[What you have to do] Look over the entries that follow and work out how many lines contain "Park". State the number only.

◇ ◇ ◇ ◇ ◇

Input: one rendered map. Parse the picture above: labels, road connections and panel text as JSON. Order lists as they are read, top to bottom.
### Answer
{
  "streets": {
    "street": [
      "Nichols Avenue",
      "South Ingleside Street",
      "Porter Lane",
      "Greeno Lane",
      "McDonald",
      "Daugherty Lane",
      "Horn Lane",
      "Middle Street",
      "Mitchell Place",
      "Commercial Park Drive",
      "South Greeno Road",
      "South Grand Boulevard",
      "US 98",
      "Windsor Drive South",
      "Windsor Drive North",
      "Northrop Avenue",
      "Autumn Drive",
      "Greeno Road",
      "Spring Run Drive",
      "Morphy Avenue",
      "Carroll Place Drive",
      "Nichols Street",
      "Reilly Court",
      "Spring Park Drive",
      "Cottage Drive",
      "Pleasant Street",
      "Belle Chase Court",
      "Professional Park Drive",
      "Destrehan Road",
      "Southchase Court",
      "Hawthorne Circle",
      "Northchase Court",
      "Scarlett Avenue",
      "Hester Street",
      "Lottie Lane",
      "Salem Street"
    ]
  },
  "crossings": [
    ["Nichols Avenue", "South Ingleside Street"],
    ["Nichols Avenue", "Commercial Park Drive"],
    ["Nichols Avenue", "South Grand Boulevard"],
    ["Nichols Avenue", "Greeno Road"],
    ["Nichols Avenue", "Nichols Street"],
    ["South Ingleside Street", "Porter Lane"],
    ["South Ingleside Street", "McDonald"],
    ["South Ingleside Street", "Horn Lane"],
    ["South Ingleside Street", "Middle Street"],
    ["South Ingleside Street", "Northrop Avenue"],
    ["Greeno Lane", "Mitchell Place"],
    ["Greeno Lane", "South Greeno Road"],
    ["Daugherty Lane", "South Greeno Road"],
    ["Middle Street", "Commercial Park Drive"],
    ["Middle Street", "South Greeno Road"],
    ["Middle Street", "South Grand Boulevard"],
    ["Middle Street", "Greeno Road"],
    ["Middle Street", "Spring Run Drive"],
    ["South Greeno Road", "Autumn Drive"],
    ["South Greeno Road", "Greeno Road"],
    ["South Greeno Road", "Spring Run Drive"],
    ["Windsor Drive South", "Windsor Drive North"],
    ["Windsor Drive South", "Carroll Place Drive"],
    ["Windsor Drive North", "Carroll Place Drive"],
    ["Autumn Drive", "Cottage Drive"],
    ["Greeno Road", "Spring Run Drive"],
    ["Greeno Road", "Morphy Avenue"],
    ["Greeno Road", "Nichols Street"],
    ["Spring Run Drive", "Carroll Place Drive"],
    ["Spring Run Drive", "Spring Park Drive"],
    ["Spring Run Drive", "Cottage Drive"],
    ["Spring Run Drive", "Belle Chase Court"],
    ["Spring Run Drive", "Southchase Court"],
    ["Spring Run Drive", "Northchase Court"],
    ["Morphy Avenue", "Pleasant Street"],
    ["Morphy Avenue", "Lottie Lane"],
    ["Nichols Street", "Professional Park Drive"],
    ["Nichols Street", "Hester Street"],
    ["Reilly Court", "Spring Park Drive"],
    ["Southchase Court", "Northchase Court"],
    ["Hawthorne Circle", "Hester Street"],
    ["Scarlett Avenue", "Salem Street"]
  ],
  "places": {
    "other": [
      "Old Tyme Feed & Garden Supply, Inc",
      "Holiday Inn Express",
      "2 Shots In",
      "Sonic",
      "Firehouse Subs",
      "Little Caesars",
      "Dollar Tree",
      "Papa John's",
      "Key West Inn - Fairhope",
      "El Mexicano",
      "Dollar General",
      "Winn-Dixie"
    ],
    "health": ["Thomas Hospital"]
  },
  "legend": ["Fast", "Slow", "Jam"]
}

◇ ◇ ◇ ◇ ◇

[Written solution] 8